San Antonio – Friesenhahn Cave | Evans Road CBD Store

25703 Tranquil Rim, San Antonio, TX 78260

Friesenhahn Cave is a one-room fossil-rich cave situated west of U, once called Bulverde Cave and Bone Cave. In north central Bexar County, S. Highway 281. The cave is a sinkhole built in the Karst topography of the area. A vertical twenty-eight-foot shaft is the only entry, as known since the earliest twentieth-century explorations. The floor of the cave, measuring thirty by sixty feet and having a seven-foot ceiling, is relatively level.

George Veni in the Caves of Bexar County described Friesenhahn Cave as “one of the most important paleontological sites in the United States” due to the wealth of bones and fossils discovered at the site. Concordia University, the institution that is the cave’s steward, has reported that, besides the La Brea Tar Pits in Los Angeles, “no site in the United States has yielded a greater variety of significant Pleistocene vertebrate fossils.” For more than a century, paleontological excavations began and stopped at the Friesenhahn Cave; often decades passed between excavations. The first recorded cave description was a survey carried out by D in December 1915. V. Schuchardt, a student at College Station (now Texas A&M University) at the Agricultural and Mechanical College. He claimed that three layers of fossil-bearing material had covered the floor of the cave. Schuchardt gathered samples from 18 species that were sent to the National Museum of the United States (now the Smithsonian Building of Arts and Industries) in Washington , D.C.

Geologist E. in June of 1919. In Bexar County’s Geology and Mineral Resources, a geology bulletin issued by the University of Texas, H. Sellards described vertebrate fossils discovered in a cave on Mr. A. ‘s land. [Albert] Friesenhahn. “Sellards claimed that for years before, the location of the cave was identified, and small animal bones, an elephant, and sabre-tooth tiger were recorded.”
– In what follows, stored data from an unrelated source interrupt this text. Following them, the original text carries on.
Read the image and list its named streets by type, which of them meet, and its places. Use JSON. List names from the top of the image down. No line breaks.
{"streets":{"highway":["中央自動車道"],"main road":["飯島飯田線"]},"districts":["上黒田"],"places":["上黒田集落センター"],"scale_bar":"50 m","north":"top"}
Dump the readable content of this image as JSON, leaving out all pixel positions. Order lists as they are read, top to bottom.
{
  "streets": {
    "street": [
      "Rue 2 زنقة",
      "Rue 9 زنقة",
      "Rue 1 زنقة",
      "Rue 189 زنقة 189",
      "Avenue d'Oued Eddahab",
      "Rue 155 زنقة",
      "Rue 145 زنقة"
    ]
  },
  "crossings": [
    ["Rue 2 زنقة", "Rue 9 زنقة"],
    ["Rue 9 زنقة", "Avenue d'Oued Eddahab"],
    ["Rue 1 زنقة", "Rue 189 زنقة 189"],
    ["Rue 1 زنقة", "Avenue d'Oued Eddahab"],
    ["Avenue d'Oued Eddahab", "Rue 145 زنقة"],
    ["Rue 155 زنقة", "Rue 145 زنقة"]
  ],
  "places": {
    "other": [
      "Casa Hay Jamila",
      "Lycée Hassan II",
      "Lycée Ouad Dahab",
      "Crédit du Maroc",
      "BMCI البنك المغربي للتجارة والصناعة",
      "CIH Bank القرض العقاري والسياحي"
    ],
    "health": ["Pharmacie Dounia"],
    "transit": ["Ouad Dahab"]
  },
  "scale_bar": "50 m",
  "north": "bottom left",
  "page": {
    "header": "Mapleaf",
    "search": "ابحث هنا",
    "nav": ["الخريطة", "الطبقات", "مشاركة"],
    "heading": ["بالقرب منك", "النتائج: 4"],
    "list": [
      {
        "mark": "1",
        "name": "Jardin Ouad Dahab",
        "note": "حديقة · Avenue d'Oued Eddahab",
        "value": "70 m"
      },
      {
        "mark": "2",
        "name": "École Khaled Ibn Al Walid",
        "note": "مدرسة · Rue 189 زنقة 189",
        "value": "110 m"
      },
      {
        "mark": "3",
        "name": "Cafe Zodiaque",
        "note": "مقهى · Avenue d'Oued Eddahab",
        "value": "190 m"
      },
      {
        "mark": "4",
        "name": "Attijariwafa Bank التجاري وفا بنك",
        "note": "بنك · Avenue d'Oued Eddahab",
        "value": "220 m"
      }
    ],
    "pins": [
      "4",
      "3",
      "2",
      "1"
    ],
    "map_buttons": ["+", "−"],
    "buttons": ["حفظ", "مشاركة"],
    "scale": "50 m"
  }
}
A Texas Memorial Museum team at the University of Texas excavated the site in the late 1940s and early 1950s. One full adult and two complete juvenile scimitar-tooth Homotherium serum (saber-toothed) cats were found. The saber-toothed skeletons remained well-preserved as the cave encountered little disruption over the thousands of years following their deaths. Research found that the initial entrance to the cave sloped to the floor, allowing it to be used by sabre-toothed cats as their home.

Throughout the 1970s, further academic study was carried out in the cave. Concordia University in Austin began excavations in the late 1990s. In 1998, through a donation from a parent whose daughter once attended Concordia, the university became the owner and steward of the cave and 3.5 acres of surrounding land.

The amount of time that the Friesenhahn Cave was used by the sabre-toothed cats as their home is uncertain, but the last cats died around 11,700-13,000 years ago. Excavators also proposed that the cats carried prey into the cave or pulled them. A great number of teeth and bones of juvenile mammoths (Mammuthus columbi) have been discovered. The existence of such remains indicates that young mammoths were selectively killed as a primary food source by the scimitar-toothed cats. The American mastodon, tapir, bear, and deer are animal fossils that have been found on the cave floor and walls. More than thirty genera of mammals, reptiles , and birds from the late Pleistocene Epoch (Ice Age) have been found.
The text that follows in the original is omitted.